Дятел внимательно смотрел на это новое для него постукивание, будто хотел заучить. Краснел, проводил рукой по вискам, словно собирался откинуть длинные волосы, которых у него не было, и, смущаясь, торопился рассказать Ие, что родом из Сибири, отец его был плотником, он тоже работает в строительстве и копит. Эта маленькая комната – только начало. Ия слушала вполуха, думала о своем, но на слове «копит» подняла бровь и посмотрела на Дятла: вот дурачок, зачем он рассказывает об этом ей, посторонней, его счастье, что Понтия нет рядом.
За столом Ия тоже ничего не сказала, кивала, показывая, что согласна со всеми выступавшими, а про себя думала, что если и изъяли у Люсьена органы в далекой израильской больнице, то новому хозяину они не принесут проку. Почка Люсьена непременно взбунтуется в чуждом ей по крови теле.
Еще подумала, что ни разу ей не пришло в голову спросить, какой национальности компьютерщик. А ведь это было важно. В женской консультации ей задавали вопросы о возрасте, группе крови и перенесенных заболеваниях отца будущего ребенка.

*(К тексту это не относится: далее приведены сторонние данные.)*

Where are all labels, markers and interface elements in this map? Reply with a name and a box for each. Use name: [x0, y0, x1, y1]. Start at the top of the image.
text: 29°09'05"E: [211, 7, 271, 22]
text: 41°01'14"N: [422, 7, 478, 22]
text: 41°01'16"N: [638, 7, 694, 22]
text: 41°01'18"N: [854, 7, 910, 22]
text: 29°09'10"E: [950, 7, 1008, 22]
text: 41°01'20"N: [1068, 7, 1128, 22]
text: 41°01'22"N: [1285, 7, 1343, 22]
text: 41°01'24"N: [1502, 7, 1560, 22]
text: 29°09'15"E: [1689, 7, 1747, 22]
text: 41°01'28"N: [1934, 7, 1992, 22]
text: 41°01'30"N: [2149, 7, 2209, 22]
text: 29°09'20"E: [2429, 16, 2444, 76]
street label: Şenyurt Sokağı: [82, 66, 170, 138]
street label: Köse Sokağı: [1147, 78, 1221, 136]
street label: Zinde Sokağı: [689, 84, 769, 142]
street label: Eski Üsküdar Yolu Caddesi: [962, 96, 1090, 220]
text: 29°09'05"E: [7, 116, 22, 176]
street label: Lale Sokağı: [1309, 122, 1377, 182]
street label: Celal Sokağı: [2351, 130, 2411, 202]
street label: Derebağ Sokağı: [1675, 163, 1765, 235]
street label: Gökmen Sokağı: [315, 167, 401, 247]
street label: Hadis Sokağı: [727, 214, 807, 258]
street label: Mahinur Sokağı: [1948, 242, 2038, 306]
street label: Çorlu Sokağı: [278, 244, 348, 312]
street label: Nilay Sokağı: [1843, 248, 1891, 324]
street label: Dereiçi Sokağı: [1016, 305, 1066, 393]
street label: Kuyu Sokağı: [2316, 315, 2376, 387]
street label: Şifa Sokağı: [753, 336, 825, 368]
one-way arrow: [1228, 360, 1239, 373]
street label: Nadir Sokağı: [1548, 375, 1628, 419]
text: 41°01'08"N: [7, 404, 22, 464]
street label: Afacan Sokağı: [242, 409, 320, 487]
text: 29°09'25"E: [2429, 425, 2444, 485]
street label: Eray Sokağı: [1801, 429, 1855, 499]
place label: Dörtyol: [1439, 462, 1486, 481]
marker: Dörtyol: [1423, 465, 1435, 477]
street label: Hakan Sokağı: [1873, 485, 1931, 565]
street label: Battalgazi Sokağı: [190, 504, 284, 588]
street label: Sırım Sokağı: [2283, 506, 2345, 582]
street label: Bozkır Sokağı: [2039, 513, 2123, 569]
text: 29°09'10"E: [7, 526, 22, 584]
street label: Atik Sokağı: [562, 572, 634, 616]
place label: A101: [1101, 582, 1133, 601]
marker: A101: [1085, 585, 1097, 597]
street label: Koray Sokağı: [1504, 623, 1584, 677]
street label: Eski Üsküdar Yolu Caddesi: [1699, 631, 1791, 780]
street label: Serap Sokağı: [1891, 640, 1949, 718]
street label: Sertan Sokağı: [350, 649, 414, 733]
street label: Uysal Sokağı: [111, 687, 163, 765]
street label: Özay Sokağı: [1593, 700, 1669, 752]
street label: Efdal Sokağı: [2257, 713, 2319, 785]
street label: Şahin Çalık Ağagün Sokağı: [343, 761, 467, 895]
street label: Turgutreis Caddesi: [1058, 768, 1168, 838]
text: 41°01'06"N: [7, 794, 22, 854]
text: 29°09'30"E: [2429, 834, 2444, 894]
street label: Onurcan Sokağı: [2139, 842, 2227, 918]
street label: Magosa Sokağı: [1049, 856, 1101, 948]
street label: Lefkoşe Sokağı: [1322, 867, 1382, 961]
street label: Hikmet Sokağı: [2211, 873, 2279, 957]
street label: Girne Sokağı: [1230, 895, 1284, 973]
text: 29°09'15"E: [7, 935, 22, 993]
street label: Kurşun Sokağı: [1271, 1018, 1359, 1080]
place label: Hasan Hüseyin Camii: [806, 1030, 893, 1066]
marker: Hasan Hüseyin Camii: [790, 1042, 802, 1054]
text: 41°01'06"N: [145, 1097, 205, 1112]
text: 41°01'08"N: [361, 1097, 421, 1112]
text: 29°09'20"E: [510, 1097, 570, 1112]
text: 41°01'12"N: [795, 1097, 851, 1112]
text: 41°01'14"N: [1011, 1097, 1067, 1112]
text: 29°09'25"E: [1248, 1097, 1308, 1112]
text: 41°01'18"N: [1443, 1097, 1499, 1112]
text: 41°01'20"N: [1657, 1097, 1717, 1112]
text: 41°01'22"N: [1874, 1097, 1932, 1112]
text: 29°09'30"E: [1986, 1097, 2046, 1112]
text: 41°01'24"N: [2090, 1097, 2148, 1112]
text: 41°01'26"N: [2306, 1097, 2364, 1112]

Тут она поняла, что, кроме возраста, ничего сообщить и не может. Выводя в карточке напротив возраста цифру двадцать, пожилая сердитая врачиха подняла на нее глаза из-под очков и окинула изучающим взглядом.
– Гкхм, – сказала врачиха.
– Двадцать один скоро будет, – попыталась реабилитироваться Ия, но вышло не очень убедительно. – Я к следующему приему все узнаю.
К следующему приему она действительно могла сообщить о первой группе крови против ее третьей, болезни Пертеса в детском возрасте и о том, что ей надо подумать, в какую стопку класть ее карточку: на аборт или на продолжение.
В глазах врачихи впервые мелькнуло сочувствие.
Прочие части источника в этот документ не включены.